More recently, Chang and colleagues  retrospectively evaluated a series of 20 patients with 30 benign intradural spinal tumors, both intra- and extramedullary. Radiosurgery was used as primary treatment in 22 lesions, for postoperative tumor control in 4 lesions and for image-based progression in the remaining 4 lesions. A 1400- to 3300-cGy marginal dose was delivered in 1–5 fractions. Median follow-up of 35.6 months demonstrated that 57% of lesions decreased in size, 33% remained unchanged, one increased without response, and two initially decreased and then increased in size. Three patients developed symptoms consistent with radiation-induced toxicity of the spinal cord. Murovic and colleagues  retrospectively reviewed outcomes in a group of 15 patients with 18 foraminal tumors treated with dosages of 1600 to 2400 cGy. Tumor volumes decreased in 67% of patients (8/10 schwannomas and 3/7 neurofibromas). Selch et al.  also retrospectively reviewed a group of 25 patients with benign nerve sheath tumors that were treated with stereotactic radiation (median peripheral dosage 1200 cGy). Tumor size remained stable in 18 cases, and 28% of patients had reduction in the size of their tumors. There was no evidence of radiation-induced toxicity of the spinal cord. Optimal radiation doses to the spinal column using a single fraction of radiation have not been investigated, and therefore long-term consequence of radiation exposure in this fashion is not well known. Instead, the dose to the tumor margin was dictated by tumor histology, location, and history of prior fractionated radiotherapy in the previously mentioned cases studies [8, 9].

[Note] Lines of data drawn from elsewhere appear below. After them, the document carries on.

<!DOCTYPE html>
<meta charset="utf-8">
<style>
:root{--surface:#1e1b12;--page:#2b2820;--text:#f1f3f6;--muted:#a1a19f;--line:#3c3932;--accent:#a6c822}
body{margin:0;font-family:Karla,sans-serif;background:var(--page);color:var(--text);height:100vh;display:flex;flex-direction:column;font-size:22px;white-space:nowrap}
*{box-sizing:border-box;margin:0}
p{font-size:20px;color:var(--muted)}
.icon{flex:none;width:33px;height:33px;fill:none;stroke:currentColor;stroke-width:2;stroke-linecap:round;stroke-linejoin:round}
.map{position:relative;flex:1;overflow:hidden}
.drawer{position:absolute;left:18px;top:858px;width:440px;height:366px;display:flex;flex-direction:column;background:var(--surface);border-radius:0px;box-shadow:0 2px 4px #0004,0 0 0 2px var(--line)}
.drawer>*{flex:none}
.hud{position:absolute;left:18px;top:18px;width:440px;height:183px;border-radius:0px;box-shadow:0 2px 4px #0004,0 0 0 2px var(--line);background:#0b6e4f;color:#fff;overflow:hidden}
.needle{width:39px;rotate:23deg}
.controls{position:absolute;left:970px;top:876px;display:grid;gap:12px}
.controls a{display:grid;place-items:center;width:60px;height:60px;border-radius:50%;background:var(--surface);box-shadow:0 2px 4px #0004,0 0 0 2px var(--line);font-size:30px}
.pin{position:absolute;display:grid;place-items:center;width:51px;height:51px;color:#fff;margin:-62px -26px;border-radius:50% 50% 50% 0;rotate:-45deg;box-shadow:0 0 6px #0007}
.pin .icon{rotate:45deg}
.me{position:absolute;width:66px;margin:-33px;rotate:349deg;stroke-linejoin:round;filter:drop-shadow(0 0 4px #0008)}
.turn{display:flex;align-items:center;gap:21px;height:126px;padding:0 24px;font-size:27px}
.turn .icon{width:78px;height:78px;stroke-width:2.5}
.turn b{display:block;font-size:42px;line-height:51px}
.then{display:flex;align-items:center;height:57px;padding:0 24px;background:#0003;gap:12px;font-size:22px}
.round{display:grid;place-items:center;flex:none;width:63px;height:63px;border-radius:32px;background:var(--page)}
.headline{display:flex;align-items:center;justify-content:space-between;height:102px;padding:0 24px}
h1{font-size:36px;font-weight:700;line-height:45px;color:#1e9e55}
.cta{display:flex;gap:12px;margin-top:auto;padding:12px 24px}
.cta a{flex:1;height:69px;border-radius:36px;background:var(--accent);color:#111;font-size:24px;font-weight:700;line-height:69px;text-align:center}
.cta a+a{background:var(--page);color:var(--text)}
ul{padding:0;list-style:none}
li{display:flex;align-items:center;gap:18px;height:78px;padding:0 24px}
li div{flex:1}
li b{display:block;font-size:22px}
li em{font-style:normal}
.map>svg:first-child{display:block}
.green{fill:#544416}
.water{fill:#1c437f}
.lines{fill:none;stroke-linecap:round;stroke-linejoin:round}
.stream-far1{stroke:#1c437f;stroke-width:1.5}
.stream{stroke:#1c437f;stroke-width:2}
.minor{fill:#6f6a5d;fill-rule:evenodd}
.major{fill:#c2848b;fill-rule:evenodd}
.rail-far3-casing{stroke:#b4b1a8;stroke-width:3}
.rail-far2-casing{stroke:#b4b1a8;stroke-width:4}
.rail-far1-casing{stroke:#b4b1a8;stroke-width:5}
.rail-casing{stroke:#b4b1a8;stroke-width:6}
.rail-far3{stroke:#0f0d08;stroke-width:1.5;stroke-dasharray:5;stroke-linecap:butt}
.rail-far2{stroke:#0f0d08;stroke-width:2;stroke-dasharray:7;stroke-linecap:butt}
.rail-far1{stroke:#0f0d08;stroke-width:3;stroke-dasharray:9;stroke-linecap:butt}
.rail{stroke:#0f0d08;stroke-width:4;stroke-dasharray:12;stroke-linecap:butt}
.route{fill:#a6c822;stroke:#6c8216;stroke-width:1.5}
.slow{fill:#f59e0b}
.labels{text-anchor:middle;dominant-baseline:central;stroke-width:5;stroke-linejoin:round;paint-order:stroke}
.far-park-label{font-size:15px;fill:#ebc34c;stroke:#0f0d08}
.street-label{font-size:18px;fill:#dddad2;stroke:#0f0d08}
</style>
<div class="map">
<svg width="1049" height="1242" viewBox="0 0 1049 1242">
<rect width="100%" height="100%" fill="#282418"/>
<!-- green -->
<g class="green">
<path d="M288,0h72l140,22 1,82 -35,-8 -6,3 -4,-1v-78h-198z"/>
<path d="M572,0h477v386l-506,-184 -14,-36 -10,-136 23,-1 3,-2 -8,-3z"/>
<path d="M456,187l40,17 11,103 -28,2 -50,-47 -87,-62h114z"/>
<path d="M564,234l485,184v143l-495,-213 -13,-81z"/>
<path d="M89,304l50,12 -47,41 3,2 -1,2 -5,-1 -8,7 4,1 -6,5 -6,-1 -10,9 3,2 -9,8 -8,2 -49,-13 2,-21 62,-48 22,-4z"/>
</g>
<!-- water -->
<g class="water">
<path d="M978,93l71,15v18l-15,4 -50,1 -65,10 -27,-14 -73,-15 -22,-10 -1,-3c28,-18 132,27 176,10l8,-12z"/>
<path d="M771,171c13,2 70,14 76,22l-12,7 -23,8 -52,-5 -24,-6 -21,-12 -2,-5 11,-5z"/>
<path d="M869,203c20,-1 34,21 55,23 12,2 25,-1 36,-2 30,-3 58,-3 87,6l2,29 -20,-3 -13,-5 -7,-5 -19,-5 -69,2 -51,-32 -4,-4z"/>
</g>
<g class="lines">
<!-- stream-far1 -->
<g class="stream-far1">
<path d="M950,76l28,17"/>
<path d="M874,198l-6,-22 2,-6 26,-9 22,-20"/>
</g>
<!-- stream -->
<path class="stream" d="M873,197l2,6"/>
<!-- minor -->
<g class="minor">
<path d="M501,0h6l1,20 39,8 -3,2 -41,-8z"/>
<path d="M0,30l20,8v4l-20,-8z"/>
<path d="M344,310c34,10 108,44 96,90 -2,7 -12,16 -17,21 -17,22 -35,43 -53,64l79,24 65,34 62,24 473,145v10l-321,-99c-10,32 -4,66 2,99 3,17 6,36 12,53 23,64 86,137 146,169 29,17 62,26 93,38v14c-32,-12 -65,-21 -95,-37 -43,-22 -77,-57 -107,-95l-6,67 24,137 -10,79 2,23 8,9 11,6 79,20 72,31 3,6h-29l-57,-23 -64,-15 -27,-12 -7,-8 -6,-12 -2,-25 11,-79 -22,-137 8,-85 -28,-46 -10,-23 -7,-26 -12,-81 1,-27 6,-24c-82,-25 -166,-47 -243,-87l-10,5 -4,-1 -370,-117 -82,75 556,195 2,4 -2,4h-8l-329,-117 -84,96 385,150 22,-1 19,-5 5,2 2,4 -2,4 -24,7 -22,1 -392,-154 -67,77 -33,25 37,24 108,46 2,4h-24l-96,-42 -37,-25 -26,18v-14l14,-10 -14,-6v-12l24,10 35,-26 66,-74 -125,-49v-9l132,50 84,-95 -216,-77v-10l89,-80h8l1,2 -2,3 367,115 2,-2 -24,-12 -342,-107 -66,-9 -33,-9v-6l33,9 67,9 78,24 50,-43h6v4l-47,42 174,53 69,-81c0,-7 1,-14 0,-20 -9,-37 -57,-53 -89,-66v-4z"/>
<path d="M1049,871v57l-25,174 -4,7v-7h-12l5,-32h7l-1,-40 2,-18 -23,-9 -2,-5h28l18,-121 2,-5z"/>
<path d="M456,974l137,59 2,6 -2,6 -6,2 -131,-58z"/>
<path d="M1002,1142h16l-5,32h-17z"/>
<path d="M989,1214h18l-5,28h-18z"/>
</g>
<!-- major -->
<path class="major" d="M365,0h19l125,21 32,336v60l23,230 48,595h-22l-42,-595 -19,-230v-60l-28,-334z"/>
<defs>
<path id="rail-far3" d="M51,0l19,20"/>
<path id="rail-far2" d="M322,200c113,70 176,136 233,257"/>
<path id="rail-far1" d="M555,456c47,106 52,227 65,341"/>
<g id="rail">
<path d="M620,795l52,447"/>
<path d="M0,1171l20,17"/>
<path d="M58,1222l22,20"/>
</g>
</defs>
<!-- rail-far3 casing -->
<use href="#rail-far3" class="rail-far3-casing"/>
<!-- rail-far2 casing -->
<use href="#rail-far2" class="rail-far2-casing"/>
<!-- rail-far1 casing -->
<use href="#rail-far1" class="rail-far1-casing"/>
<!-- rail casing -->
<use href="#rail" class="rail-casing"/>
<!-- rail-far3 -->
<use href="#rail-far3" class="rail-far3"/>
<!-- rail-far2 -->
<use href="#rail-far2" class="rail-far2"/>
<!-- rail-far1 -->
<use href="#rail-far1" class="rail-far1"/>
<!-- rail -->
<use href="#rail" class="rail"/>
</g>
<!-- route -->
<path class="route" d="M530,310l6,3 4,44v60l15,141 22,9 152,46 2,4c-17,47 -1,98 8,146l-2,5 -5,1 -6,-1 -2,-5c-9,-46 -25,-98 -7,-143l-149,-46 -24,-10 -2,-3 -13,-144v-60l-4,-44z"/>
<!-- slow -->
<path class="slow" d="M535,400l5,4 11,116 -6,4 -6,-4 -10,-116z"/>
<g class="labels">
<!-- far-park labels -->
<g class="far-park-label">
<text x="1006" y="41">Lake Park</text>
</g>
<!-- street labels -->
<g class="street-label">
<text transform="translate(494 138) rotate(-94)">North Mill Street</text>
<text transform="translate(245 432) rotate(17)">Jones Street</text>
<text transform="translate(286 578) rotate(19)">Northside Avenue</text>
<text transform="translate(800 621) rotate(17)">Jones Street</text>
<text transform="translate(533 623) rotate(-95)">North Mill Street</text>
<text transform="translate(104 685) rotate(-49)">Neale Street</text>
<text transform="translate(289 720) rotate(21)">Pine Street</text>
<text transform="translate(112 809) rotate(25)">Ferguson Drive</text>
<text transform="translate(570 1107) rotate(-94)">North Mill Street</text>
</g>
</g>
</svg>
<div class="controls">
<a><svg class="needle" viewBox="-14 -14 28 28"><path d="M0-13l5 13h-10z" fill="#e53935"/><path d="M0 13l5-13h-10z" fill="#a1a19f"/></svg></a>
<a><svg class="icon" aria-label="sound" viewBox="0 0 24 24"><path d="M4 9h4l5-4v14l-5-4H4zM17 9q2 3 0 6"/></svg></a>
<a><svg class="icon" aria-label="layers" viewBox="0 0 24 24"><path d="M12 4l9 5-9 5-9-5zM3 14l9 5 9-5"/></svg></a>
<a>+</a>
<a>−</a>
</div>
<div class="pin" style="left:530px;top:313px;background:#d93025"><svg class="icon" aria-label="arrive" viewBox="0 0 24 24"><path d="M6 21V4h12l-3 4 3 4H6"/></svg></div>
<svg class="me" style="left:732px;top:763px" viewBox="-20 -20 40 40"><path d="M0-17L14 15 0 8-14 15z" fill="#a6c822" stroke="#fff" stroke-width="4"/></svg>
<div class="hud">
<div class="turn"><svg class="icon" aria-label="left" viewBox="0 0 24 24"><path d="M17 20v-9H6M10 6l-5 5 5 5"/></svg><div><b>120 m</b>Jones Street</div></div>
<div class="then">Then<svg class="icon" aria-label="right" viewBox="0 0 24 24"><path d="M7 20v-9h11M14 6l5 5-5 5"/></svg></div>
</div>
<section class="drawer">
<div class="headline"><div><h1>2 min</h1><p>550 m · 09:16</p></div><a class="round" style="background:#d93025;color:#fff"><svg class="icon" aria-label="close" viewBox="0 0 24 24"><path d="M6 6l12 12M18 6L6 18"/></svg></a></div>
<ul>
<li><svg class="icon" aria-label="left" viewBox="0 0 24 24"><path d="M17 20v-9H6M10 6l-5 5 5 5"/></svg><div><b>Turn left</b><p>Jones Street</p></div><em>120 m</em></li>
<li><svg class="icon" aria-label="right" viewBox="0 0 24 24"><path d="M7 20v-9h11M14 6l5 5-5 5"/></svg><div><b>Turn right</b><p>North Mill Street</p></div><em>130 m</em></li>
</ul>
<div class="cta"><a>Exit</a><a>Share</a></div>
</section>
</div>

Our case is a valuable addition to the literature in that we used adjuvant radiation after thoracoscopic microsurgical resection of a benign spinal schwannoma that had exhibited early evidence of growth. After stereotactic radiosurgery, the patient’s disease remained stable after 15 months and he experienced no neurological sequelae from treatment. Future Class I or II studies should be performed to evaluate the utility of stereotactic radiosurgery as a primary treatment modality in benign spinal lesions or as an adjuvant for microneurosurgical resection in those patients who want noninvasive treatment after evidence of recurrence of disease or who harbor medical comorbidities that would preclude them from being appropriate surgical candidates. Stereotactic radiosurgery has been shown to be successful in patients harboring vestibular schwannomas as a primary treatment modality or as adjuvant treatment after microneurosurgical resection. Given the similarity in the pathology of spinal schwannomas and vestibular schwannomas, with location being the key differentiating factor, this modality may also have greater utility in the treatment of spinal schwannomas.